The performance of large language models has been measured in recent years primarily by taking into account the number of parameters established during the training phase. Under this logic, it was entirely logical to think that models improved their ability to perform tasks or solve problems as more parameters were included.
But there are indications to believe that we are witnessing a major paradigm shift in which the amount of parameters is not as important as previously believed. While an increasingly complex competitive landscape keeps a lot of information under lock and key, a clear example of this is the path that major players like Google and OpenAI will follow.
It is necessary at this point to point out the significance of this apparent change in trend. Providing a language model with a large amount of parameters involves a high investment of time and money. Now, if it is possible to build better models while saving money in this area, we could see much faster and more significant progress in various areas of AI.
PaLM 2, Fewer Parameters, More Data
A week ago, Google introduced its PaLM 2 language model, which aims to compete with OpenAI’s GPT-4. It is an evolution of PaLM, which came out a year earlier to compete with other products from Sam Altman’s company, the promising GPT-3 at the time. What’s Recently Viewed? That the Mountain View company is changing the way it trains its models.
Details about the technical features of Google’s latest model haven’t been released to the public, but internal documents seen by CNBC indicate that PaLM 2 has been trained with millions fewer parameters than its predecessor, And still boasts of better performance. In particular, the new generation model will have 340 billion parameters compared to 540 billion of the previous one.
In a blog post, the search engine company acknowledged the use of a new technique called “computational optimal scaling” to make the model’s overall performance more efficient, involving the use of fewer parameters and, consequently, a lower cost of implementation. Is. less training. Google’s trick for PaLM 2 comes from the second part: growing the data set.

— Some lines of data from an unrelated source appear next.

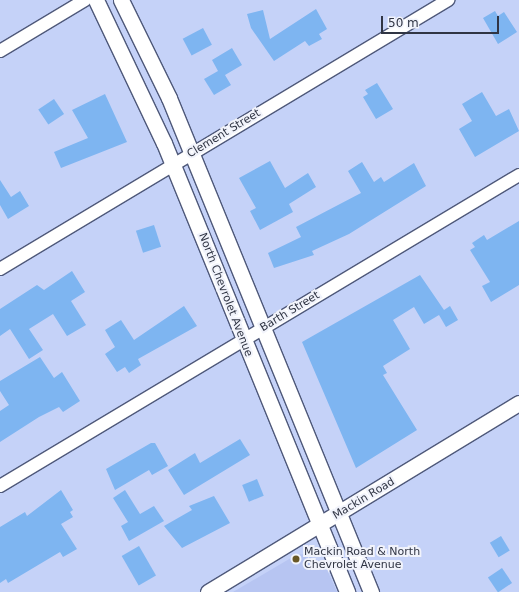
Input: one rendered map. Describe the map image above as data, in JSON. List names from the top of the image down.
{
  "streets": {
    "street": [
      "Clement Street",
      "North Chevrolet Avenue",
      "Barth Street",
      "Mackin Road"
    ]
  },
  "crossings": [
    ["Clement Street", "North Chevrolet Avenue"],
    ["North Chevrolet Avenue", "Barth Street"],
    ["North Chevrolet Avenue", "Mackin Road"]
  ],
  "places": ["Mackin Road & North Chevrolet Avenue"],
  "scale_bar": "50 m"
}
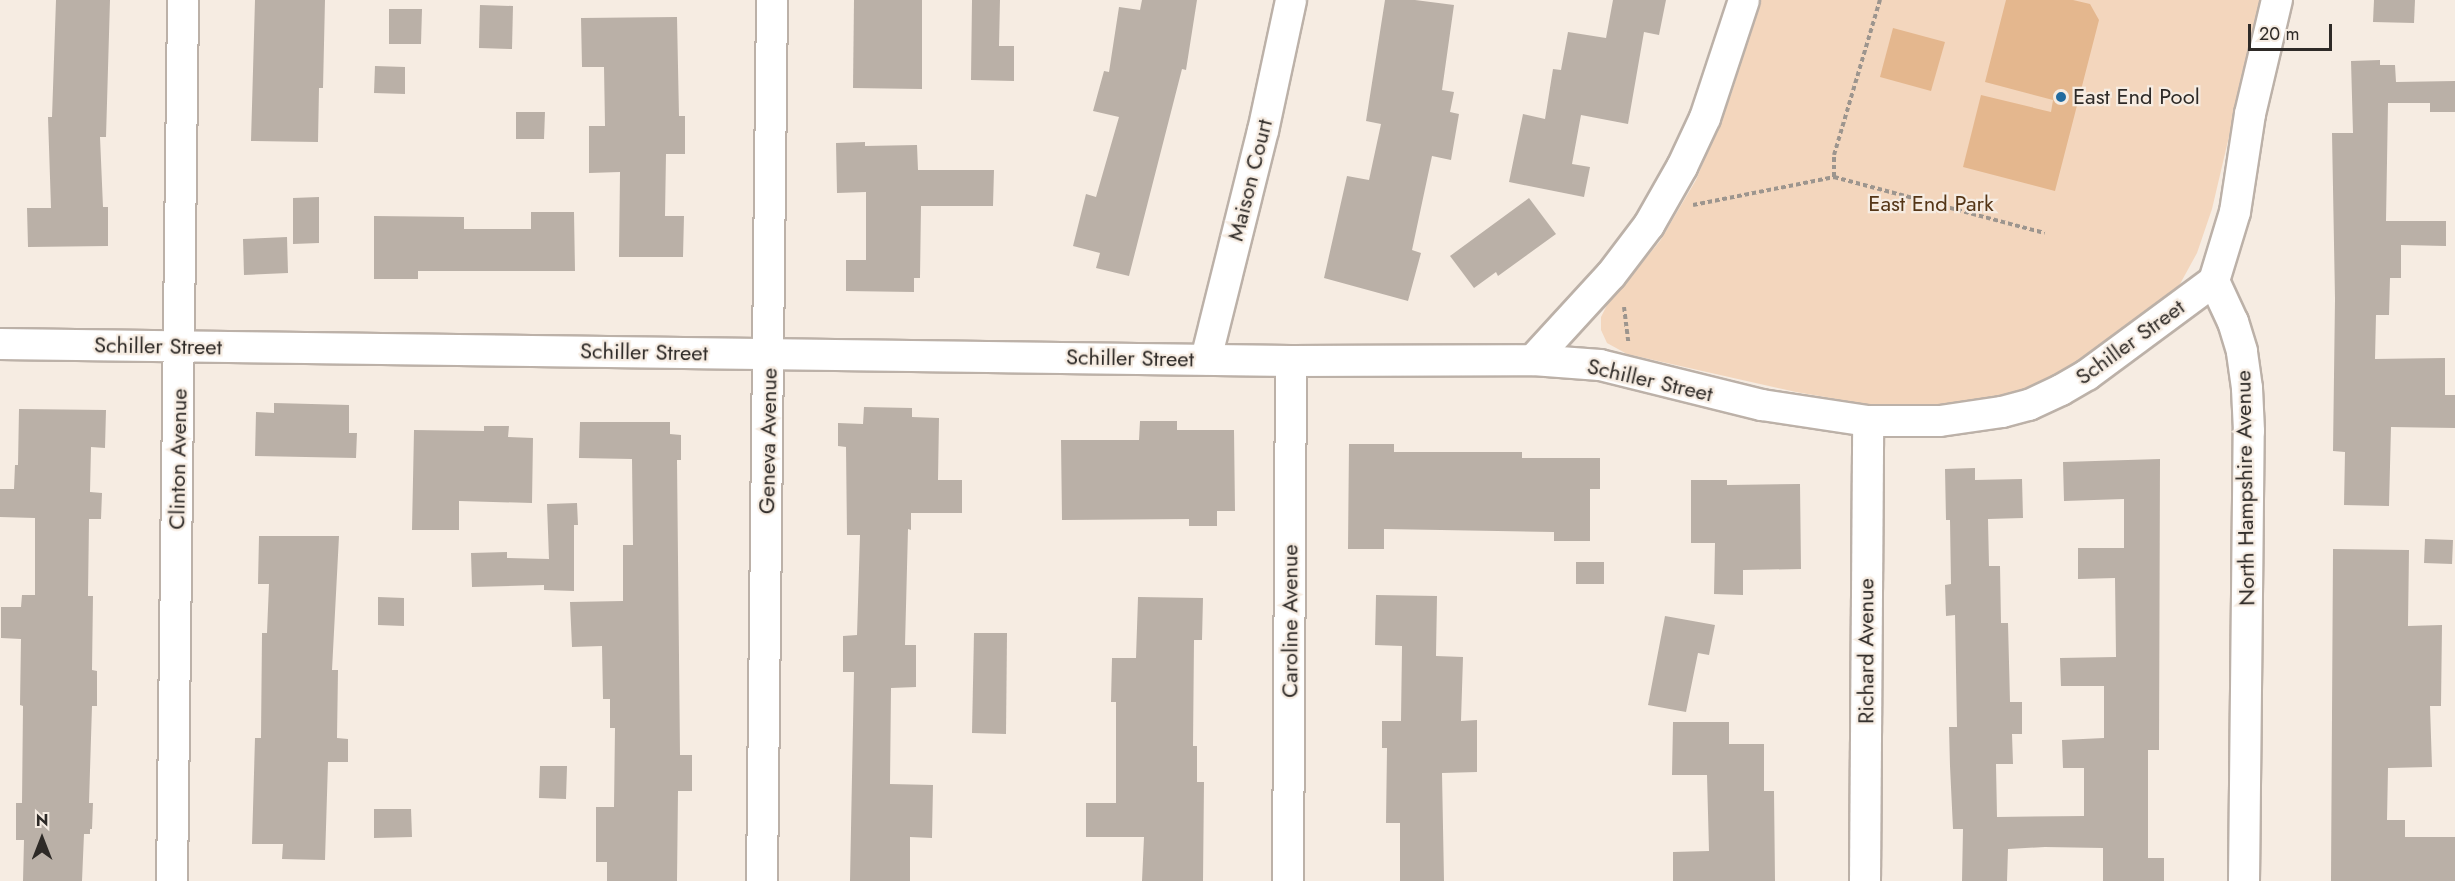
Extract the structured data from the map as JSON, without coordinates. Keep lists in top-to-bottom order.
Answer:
{
  "streets": {
    "street": [
      "Maison Court",
      "Schiller Street",
      "Geneva Avenue",
      "Clinton Avenue",
      "North Hampshire Avenue",
      "Caroline Avenue",
      "Richard Avenue"
    ]
  },
  "crossings": [
    ["Maison Court", "Schiller Street"],
    ["Schiller Street", "Geneva Avenue"],
    ["Schiller Street", "Clinton Avenue"],
    ["Schiller Street", "North Hampshire Avenue"],
    ["Schiller Street", "Caroline Avenue"],
    ["Schiller Street", "Richard Avenue"]
  ],
  "parks": ["East End Park"],
  "places": ["East End Pool"],
  "scale_bar": "20 m",
  "north": "top"
}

Remember that datasets are made up of different types of information collected from web pages, scientific studies, etc. In this sense, leaked information indicates that the new Google has been trained with five times more data than the PaLM introduced in 2022. This transformation is presented in tokens, which are the units that make up the dataset.
PaLM 2 would have been trained with 3.6 billion tokens, while PaLM would only have 780 billion tokens. To give an idea of this scenario we can mention, for example, that Meta’s LLaMA model has been trained with 1.4 billion tokens. This information about GPT-4 is unknown, but the GPT-3 papers state that the model holds 300 billion coins.

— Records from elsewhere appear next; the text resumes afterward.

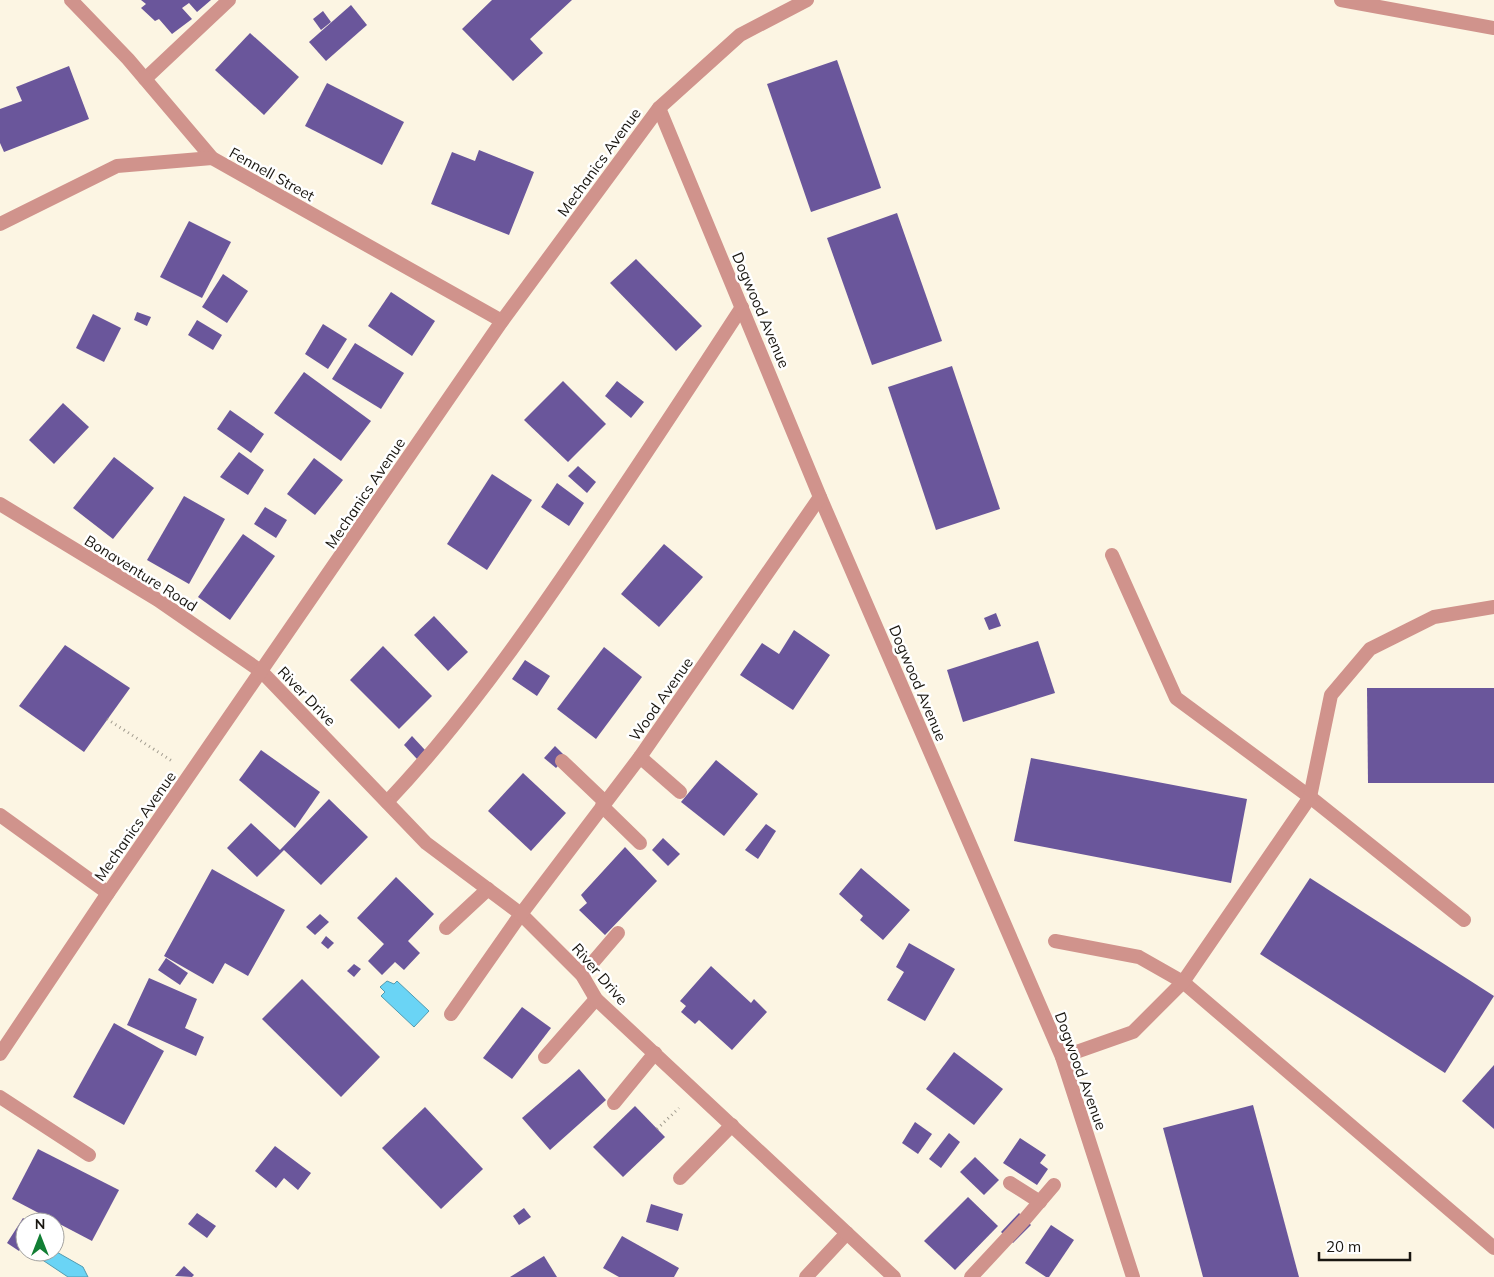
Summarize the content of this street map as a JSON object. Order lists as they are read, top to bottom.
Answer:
{
  "streets": {
    "street": [
      "Mechanics Avenue",
      "Fennell Street",
      "Dogwood Avenue",
      "Bonaventure Road",
      "River Drive",
      "Wood Avenue"
    ]
  },
  "crossings": [
    ["Mechanics Avenue", "Fennell Street"],
    ["Mechanics Avenue", "Dogwood Avenue"],
    ["Mechanics Avenue", "Bonaventure Road"],
    ["Mechanics Avenue", "River Drive"],
    ["Dogwood Avenue", "Wood Avenue"],
    ["Bonaventure Road", "River Drive"],
    ["River Drive", "Wood Avenue"]
  ],
  "scale_bar": "20 m",
  "north": "top"
}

This paradigm of using fewer parameters to train a model is not unique to Google. OpenAI is also working in this direction. For months Altman has pointed out that the race to increase the number of parameters reminded him of the late 1990s when the hardware industry was obsessed with increasing processor clock speeds.

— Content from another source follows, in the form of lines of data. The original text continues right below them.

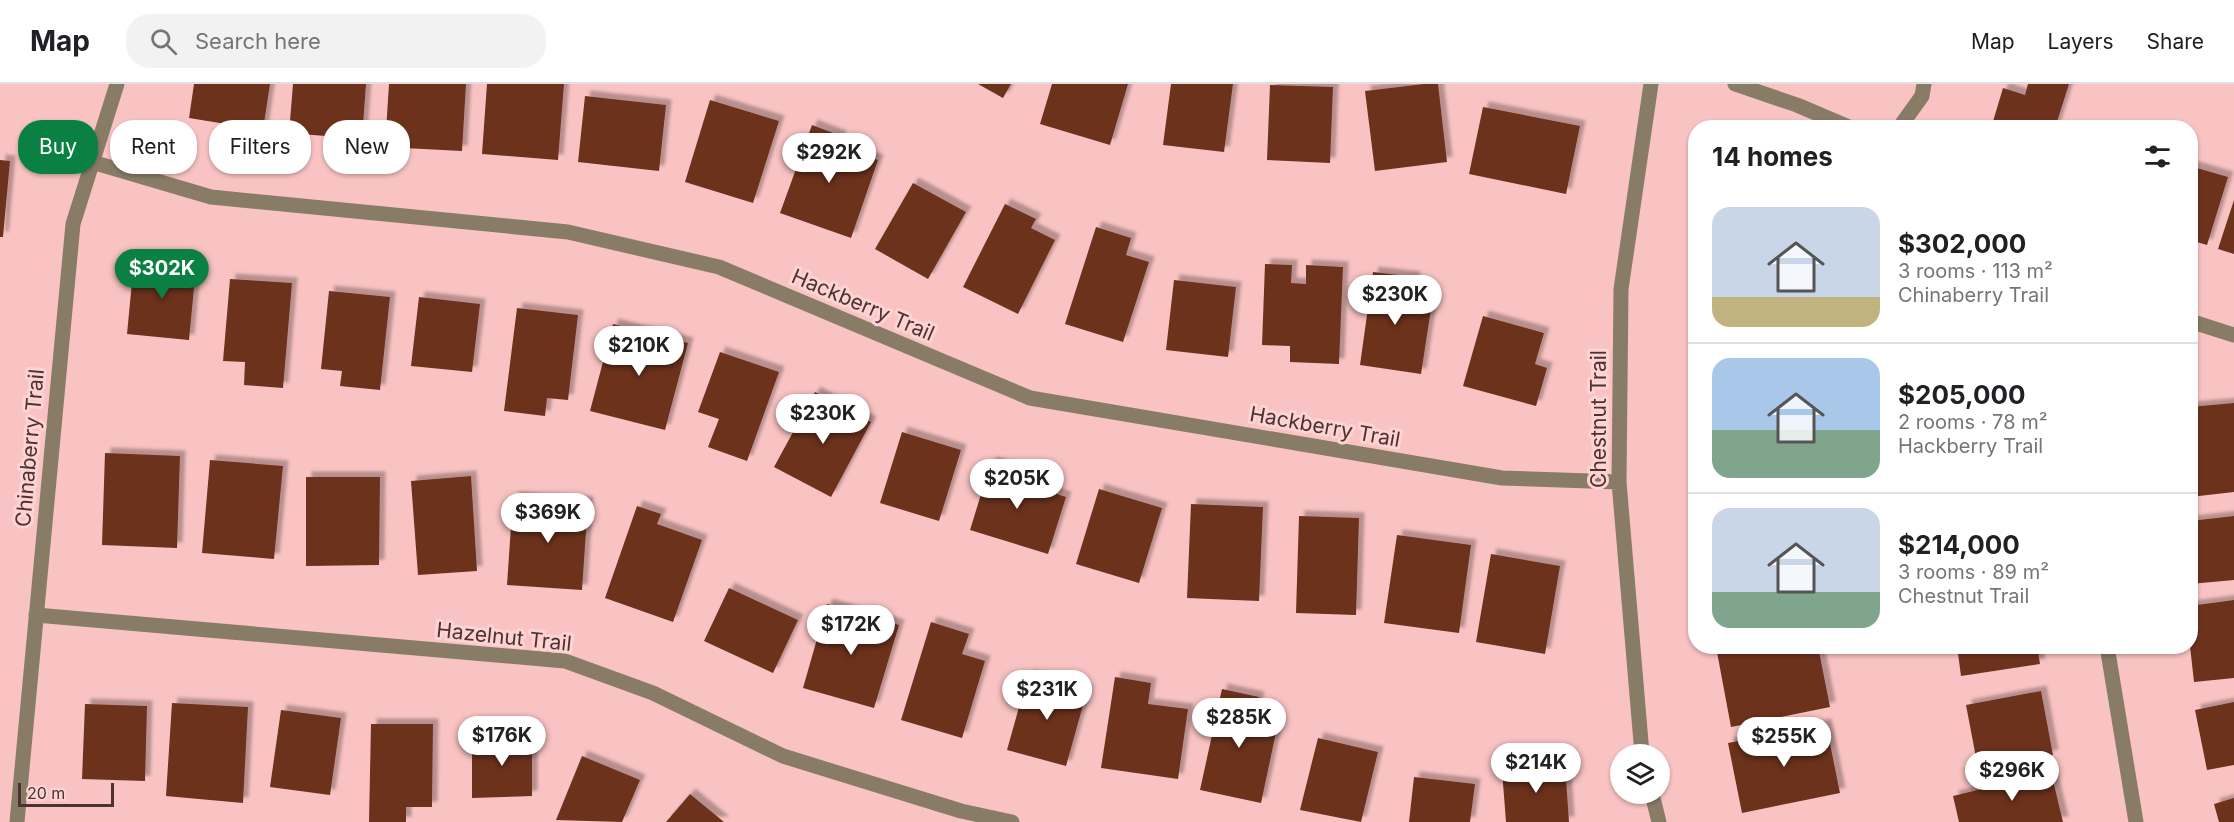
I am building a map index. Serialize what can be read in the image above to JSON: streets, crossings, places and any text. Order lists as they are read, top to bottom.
{
  "streets": {
    "street": [
      "Hackberry Trail",
      "Chestnut Trail",
      "Chinaberry Trail",
      "Hazelnut Trail"
    ]
  },
  "crossings": [
    ["Hackberry Trail", "Chestnut Trail"],
    ["Chinaberry Trail", "Hazelnut Trail"]
  ],
  "scale_bar": "20 m",
  "page": {
    "header": "Map",
    "search": "Search here",
    "nav": ["Map", "Layers", "Share"],
    "chip": [
      "Buy",
      "Rent",
      "Filters",
      "New"
    ],
    "heading": "14 homes",
    "price": [
      "$292K",
      "$302K",
      "$230K",
      "$210K",
      "$230K",
      "$205K",
      "$369K",
      "$172K",
      "$231K",
      "$285K",
      "$176K",
      "$255K",
      "$214K",
      "$296K"
    ],
    "list": [
      {
        "name": "$302,000",
        "note": "3 rooms · 113 m² · Chinaberry Trail"
      },
      {
        "name": "$205,000",
        "note": "2 rooms · 78 m² · Hackberry Trail"
      },
      {
        "name": "$214,000",
        "note": "3 rooms · 89 m² · Chestnut Trail"
      }
    ],
    "scale": "20 m"
  }
}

As our colleague from GenBeta points out, the head of the AI company assures that “gigahertz has gone to the background” and gives an example of a scenario in which most people do not know the processor speed of their iPhone, but you know. it’s fast. “We really care about capabilities, and I think it’s important to focus on capabilities,” he says.
What are parameters?
Broadly speaking, the parameters enter the scene in the training phase of an AI model. These allow models to learn from the data and provide answers based on predictions. For example, if we train a model specifically designed to find homes based on price, it will learn parameters such as dimensions, location or amenities.